The relative strength in these Mexican resort markets means owners are less likely to sell. Instead, properties that do tend to hit the market are found more in urban areas that are dealing with higher active case counts than more popular resort destinations.

“The challenge in Mexico is that everyone thought last year all these opportunities were going to happen in vacation destinations. They thought that people are going to go bankrupt and sell these hotels at a discounted price,” Lacerda said. “But it’s not happening because the hotels are performing really well. There’s no discount happening.”

The investor climate of plenty of capital waiting in the wings but limited supply isn’t unique to Mexico. To the north in the U.S. and around the world, there hasn’t been a crashing wave of hotel transactions during the pandemic despite high rates of loan delinquencies.

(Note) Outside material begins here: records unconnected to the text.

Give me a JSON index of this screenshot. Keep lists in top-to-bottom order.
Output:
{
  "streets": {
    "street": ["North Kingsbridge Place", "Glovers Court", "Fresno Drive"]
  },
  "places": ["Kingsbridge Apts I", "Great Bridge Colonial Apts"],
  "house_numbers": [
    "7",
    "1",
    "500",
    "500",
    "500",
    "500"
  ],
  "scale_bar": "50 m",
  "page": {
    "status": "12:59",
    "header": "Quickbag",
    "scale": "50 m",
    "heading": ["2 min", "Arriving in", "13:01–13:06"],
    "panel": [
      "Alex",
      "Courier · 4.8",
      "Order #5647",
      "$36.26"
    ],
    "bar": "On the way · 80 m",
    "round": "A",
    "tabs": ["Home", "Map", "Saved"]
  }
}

But there is a growing sense opportunity is just around the corner in U.S. urban markets as well as cities in Europe, typically areas more difficult to enter due to the high costs. Various levels of government support as well as lender flexibility with mortgages kept properties from changing hands, but relief and forbearance are likely to dry up this year.

Roughly $27 billion in U.S. hotel lodging debt is set to mature by the end of the year, which will likely push owners of still-struggling hotels to sell. A variety of hotel investment funds launched in the last year, and many investors are waiting to swoop in.

“The urban assets that rely heavily on international demand and corporate demand will struggle to continue holding on and so, couple that with higher fixed costs, when the distress comes, we definitely anticipate it will be in those urban markets,” Guichardo said.